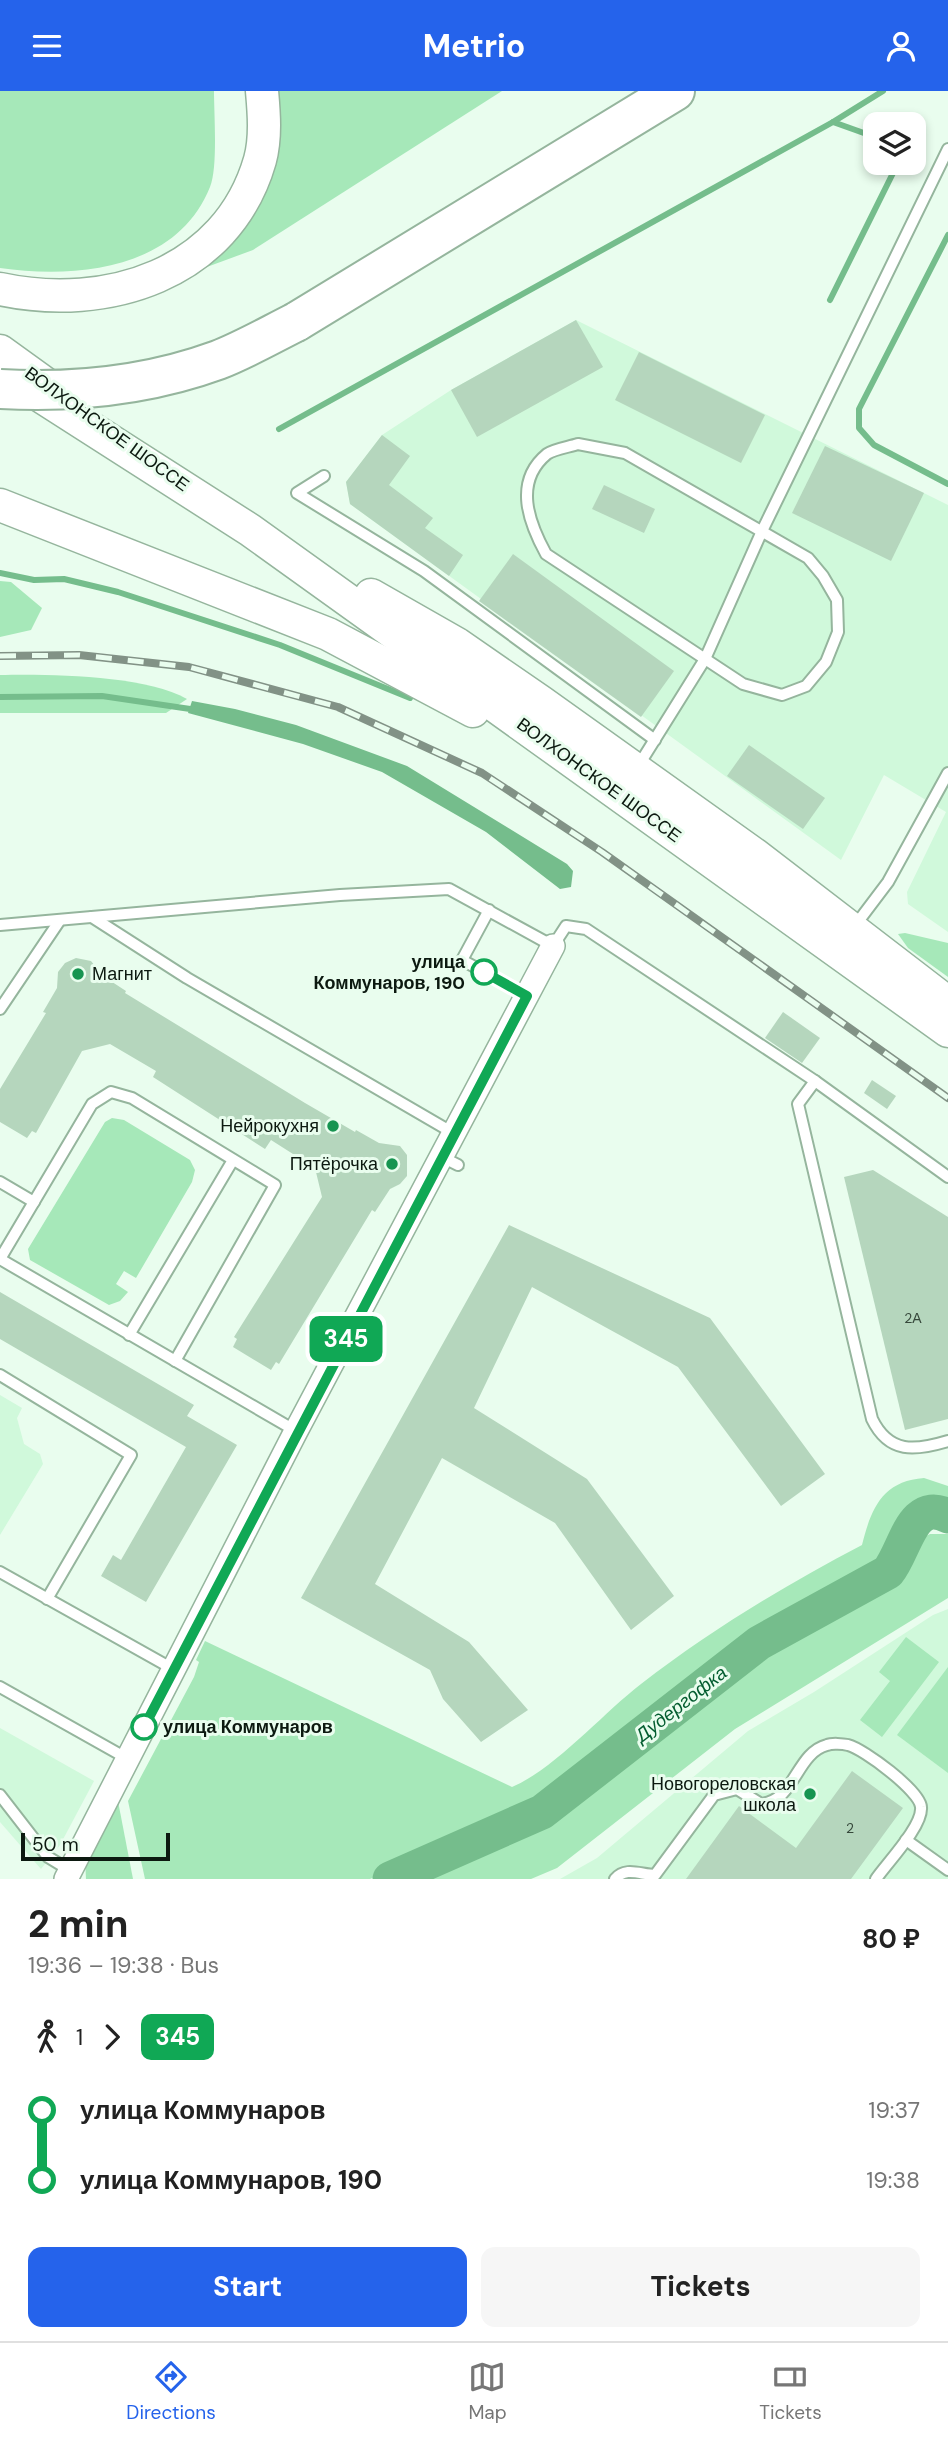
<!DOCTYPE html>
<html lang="en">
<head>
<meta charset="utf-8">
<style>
	:root { --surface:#fff; --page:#f6f6f6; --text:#222; --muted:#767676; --line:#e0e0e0; --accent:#2563eb }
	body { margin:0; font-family:"DM Sans",sans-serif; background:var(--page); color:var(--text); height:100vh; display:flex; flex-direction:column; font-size:26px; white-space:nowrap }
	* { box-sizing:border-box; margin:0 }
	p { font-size:23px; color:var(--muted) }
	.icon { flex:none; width:38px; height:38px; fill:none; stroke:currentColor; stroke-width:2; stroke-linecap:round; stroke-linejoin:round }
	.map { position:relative; height:1788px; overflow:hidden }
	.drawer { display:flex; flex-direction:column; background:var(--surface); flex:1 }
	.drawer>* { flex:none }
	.badge { padding:0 14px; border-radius:10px; font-size:24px; line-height:46px }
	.fabs { position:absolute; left:863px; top:21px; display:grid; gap:14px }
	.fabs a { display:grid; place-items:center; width:63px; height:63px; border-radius:14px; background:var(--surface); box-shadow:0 4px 10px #0003; font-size:35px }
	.scale { position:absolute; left:21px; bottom:18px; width:149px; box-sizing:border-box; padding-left:7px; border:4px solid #0c1910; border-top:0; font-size:19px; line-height:24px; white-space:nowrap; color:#0c1910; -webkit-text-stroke:5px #e9fdee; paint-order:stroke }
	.map>.badge { position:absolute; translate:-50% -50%; box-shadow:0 0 0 4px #fff }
	.legs { display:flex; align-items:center; gap:10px; height:77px; padding:0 28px; font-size:23px }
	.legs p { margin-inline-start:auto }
	.summary { display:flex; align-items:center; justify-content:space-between; height:119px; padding:0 28px }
	h1 { font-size:38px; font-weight:700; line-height:52px }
	.button { display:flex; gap:14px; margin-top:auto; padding:14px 28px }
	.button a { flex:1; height:80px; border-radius:14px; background:var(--accent); color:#fff; font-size:28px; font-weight:700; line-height:80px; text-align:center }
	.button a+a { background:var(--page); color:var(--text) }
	ul { padding:0 28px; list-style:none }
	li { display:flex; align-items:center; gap:24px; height:70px; font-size:26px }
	li i { display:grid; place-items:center; width:10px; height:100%; margin:0 9px; background:currentColor }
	li i::after { content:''; width:18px; height:18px; margin:-9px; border:5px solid; border-radius:50%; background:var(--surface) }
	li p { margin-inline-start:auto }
	li:first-child i { background:linear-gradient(#0000 50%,currentColor 0) }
	li:last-child i { background:linear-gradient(currentColor 50%,#0000 0) }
	header { display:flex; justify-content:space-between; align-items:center; height:91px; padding:0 28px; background:var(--accent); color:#fff; font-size:32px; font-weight:700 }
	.tab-bar { display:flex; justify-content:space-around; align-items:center; height:98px; border-top:2px solid var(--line); background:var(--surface); font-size:19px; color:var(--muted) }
	.tab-bar a { display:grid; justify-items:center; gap:4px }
	.tab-bar .selected { color:var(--accent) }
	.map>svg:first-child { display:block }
</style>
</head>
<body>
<header><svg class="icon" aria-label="menu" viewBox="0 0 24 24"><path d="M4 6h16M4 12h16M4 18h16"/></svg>Metrio<svg class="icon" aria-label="person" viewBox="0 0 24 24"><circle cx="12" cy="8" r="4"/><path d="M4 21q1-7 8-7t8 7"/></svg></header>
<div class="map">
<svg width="948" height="1788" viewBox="0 0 948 1788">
	<rect width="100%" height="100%" fill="#e9fdee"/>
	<g fill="#d0f9db">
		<polygon points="576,229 948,414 948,841 908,813 907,801 946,721 884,684 841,769 350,413 346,391 382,344 451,299"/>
		<polygon points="0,1304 22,1317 17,1327 24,1353 40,1363 43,1373 0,1444"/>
		<polygon points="948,1518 948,1788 560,1788 597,1767 748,1640 814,1601 933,1524"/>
		<polygon points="0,1637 94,1690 60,1754 41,1778 0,1731"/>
	</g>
	<g fill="#a6e8b9">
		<path d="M0,0H214C214,23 218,77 210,96C177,179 75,188 0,177Z"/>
		<polygon points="275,0 502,0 253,159 196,180"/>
		<polygon points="0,490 11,491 42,517 31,539 0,546"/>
		<path d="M0,584C51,583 144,584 187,608L166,622H0Z"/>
		<polygon points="905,842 948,852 948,886 908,857 898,843"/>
		<polygon points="112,1027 124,1029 190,1069 195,1079 192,1091 136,1187 124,1180 116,1193 128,1201 120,1210 109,1214 30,1169 28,1158 105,1031"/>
		<path d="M924,1387L948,1395V1421L932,1414L910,1423L895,1469L690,1586L558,1699L514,1726L433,1762L370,1788H145L128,1710L194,1586L199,1571L196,1569L205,1550L512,1696C556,1677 602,1623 641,1593C711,1539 784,1495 862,1454C871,1418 882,1390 924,1387Z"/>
		<path d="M930,1443H948V1507L735,1638L557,1777L531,1788H398L528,1734L558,1715L758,1560L881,1493C900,1478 908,1453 930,1443Z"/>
		<polygon points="906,1546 939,1571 882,1646 860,1629 890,1590 879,1581"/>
		<polygon points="948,1576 948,1682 897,1644"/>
		<polygon points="117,1705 133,1788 86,1788 85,1767"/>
	</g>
	<polygon fill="#75bd8c" points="192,610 235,618 296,634 407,675 567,773 573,780 571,796 560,798 486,741 382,681 303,653 188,622"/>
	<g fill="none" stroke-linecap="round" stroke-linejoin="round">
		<g stroke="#75bd8c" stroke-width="6">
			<polyline points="833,31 875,46"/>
			<polyline points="948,144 859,318 859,337 874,354 948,393"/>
			<polyline points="830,209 898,72"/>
			<polyline points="279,338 833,31 883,0"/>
			<polyline points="0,482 34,489 64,488 118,501 280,554 410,607"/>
			<polyline points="0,606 102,605 197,619"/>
		</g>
		<path stroke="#75bd8c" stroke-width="35" d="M390,1788L542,1721L759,1552L888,1481C906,1459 911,1406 948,1425"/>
	</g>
	<g fill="#b5d6bd">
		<polygon points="576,229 603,276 477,346 451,299"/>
		<polygon points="639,261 765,324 741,372 615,309"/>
		<polygon points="382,344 410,365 389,394 433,427 425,437 463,464 449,485 350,413 346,391"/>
		<polygon points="825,355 924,402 891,470 792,422"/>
		<polygon points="604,394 655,418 644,442 592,418"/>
		<polygon points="513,463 674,580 641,626 479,510"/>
		<polygon points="749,654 825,707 803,738 727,685"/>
		<polygon points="76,867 91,870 103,885 126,900 125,902 305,1012 355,1041 356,1039 379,1052 400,1055 407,1064 407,1085 400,1093 390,1098 375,1121 372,1119 279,1273 276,1271 271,1279 233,1256 237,1248 234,1246 322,1106 315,1077 271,1049 265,1058 153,986 156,980 110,953 82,960 36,1042 32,1040 27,1047 0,1031 0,998 46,922 43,921 57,897 58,881 65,872"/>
		<polygon points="783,921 820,947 802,972 765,947"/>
		<polygon points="872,989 896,1005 887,1018 864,1002"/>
		<polygon points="873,1079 948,1126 948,1328 905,1339 844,1086"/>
		<polygon points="509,1134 710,1227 825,1383 781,1415 678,1276 532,1196 474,1317 587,1388 674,1505 631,1539 555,1432 442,1367 375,1493 469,1551 528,1619 481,1651 443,1608 430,1579 301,1507"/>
		<polygon points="0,1201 194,1314 187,1325 237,1354 146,1511 101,1485 113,1464 121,1469 186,1356 0,1248"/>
		<polygon points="852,1680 903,1717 851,1788 686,1788 739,1715 796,1757"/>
	</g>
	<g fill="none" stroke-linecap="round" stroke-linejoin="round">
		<defs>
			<g id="lane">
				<path d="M578,353L625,362L808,467L823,485L837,509L838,541L826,571L806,595L782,604L743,593L546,463C529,432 513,391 547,363C554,358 569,356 578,353Z"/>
				<polyline points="324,385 297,402 424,480 655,649"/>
				<polyline points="637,677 705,568 762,440 948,58"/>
				<polyline points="489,819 462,869 527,905"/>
				<polyline points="92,826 187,887 455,1043"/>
				<polyline points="0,834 340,804 449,798 553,855 566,835 586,838 815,990 948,1086"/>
				<polyline points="854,836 888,791 948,682"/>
				<polyline points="0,918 60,829"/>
				<path d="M815,990L798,1013L872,1328C889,1363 915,1360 948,1350"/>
				<polyline points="442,1066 458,1074"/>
				<polyline points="0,1091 34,1111"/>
				<polyline points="0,1168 92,1013 111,1001 132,1007 275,1094 175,1270"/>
				<polyline points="0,1168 296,1340"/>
				<polyline points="129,1244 233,1069"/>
				<polyline points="0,1284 131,1364 47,1508"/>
				<polyline points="0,1481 173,1578"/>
				<polyline points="0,1596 128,1668"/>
				<polyline points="0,1704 48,1766 71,1780"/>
				<polyline points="906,1749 948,1779"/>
				<path d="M615,1788C626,1775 641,1784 655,1784L714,1704L737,1698L761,1713C795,1710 796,1662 827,1654C832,1652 843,1653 848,1654C864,1658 920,1700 921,1716C923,1735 887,1772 876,1788"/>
			</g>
			<polyline id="street" points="66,1788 296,1340 553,855"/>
			<g id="secondary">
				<path d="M0,198C106,221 227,184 260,69C266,47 264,22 262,0"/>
				<polyline points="0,260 54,299"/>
				<polyline points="25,295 250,439 948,940"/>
				<polyline points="0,414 328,543 473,620"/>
				<polyline points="371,504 457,553 541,611 754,763 948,912"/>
			</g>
			<polyline id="highway" points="296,231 675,0"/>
		</defs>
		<use href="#lane" stroke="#95b59d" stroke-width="14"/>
		<use href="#street" stroke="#95b59d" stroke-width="26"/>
		<use href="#secondary" stroke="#95b59d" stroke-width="35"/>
		<use href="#highway" stroke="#95b59d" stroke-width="42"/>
		<use href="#lane" stroke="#fff" stroke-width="10"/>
		<use href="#street" stroke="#fff" stroke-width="23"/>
		<use href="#secondary" stroke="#fff" stroke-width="32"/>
		<use href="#highway" stroke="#fff" stroke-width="38"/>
		<defs>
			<polyline id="rail" points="0,565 79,564 189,576 338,616 482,682 602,761 948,1007"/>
		</defs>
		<use href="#rail" stroke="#829286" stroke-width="8"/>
		<use href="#rail" stroke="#e9fdee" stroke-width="5" stroke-dasharray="16" stroke-linecap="butt"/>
		<defs>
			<path id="highway-bridge" d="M0,298C74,302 147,295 218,269C244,259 270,244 296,231"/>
		</defs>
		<use href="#highway-bridge" stroke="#95b59d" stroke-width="42" stroke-linecap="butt"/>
		<use href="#highway-bridge" stroke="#fff" stroke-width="38"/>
	</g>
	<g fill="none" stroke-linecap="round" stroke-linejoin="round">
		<defs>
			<polyline id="line-1" points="144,1636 527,905 484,881"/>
		</defs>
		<use href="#line-1" stroke="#fff" stroke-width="16"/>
		<use href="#line-1" stroke="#10a855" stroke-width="10"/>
	</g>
	<g fill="#fff" stroke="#10a855" stroke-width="3.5">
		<circle cx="484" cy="881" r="12"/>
		<circle cx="144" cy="1636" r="12"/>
	</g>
	<g fill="#179451" stroke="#e9fdee" stroke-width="2.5">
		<circle cx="78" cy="883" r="7"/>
		<circle cx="333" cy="1035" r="7"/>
		<circle cx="392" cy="1073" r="7"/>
		<circle cx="810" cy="1703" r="7"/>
	</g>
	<g text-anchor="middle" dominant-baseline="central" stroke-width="6" stroke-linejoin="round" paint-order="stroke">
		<g font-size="14" fill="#36483b">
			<text x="913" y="1227">2А</text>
			<text x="850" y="1737">2</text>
		</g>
		<g font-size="18" fill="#0c1910" stroke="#e9fdee">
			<text transform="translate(107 338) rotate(36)">ВОЛХОНСКОЕ ШОССЕ</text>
			<text transform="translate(599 689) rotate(36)">ВОЛХОНСКОЕ ШОССЕ</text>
		</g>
		<g font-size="18" font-weight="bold" fill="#0c1910" stroke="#e9fdee" text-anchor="end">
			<text x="465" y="871">улица<tspan x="465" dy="21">Коммунаров, 190</tspan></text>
			<text x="163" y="1636" text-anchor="start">улица Коммунаров</text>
		</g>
		<g font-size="18" fill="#0c1910" stroke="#e9fdee" text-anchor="end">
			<text x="92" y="883" text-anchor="start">Магнит</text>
			<text x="319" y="1035">Нейрокухня</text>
			<text x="378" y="1073">Пятёрочка</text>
			<text x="796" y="1693">Новогореловская<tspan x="796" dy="21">школа</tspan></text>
		</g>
		<g font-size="19" font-style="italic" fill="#045d30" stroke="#e9fdee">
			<text transform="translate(681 1613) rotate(-38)">Дудергофка</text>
		</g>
	</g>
</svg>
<div class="fabs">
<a><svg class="icon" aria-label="layers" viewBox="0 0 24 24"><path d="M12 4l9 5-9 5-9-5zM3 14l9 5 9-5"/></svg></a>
</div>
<div class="scale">50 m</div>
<b class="badge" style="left:346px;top:1248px;background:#10a855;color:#fff">345</b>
</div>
<section class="drawer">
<div class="summary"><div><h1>2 min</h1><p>19:36 – 19:38 · Bus</p></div><b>80 ₽</b></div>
<div class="legs"><svg class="icon" aria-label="walk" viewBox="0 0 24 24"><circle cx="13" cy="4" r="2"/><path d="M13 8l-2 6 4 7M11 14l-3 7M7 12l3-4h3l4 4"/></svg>1<svg class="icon" aria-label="forward" viewBox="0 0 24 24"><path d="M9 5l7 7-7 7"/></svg><b class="badge" style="background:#10a855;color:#fff">345</b></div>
<ul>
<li><i style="color:#10a855"></i><b>улица Коммунаров</b><p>19:37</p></li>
<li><i style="color:#10a855"></i><b>улица Коммунаров, 190</b><p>19:38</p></li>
</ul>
<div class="button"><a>Start</a><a>Tickets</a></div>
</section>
<nav class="tab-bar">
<a class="selected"><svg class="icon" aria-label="directions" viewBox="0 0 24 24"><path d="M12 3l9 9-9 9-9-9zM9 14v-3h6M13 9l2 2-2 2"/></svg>Directions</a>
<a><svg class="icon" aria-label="map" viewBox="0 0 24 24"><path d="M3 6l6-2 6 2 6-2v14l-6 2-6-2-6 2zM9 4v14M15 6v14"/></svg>Map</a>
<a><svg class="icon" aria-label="tickets" viewBox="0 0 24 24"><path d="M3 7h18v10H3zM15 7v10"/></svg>Tickets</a>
</nav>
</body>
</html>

+ + + + +

## TASK OBJECTIVE
Could the lines from the first entry through the line that contains "--surface:#fff; --page:#f6f6f6; --text:#222;" be copied exactly, with all pictures left out?

## RESULT OF THE TASK
<!DOCTYPE html>
<html lang="en">
<head>
<meta charset="utf-8">
<style>
	:root { --surface:#fff; --page:#f6f6f6; --text:#222; --muted:#767676; --line:#e0e0e0; --accent:#2563eb }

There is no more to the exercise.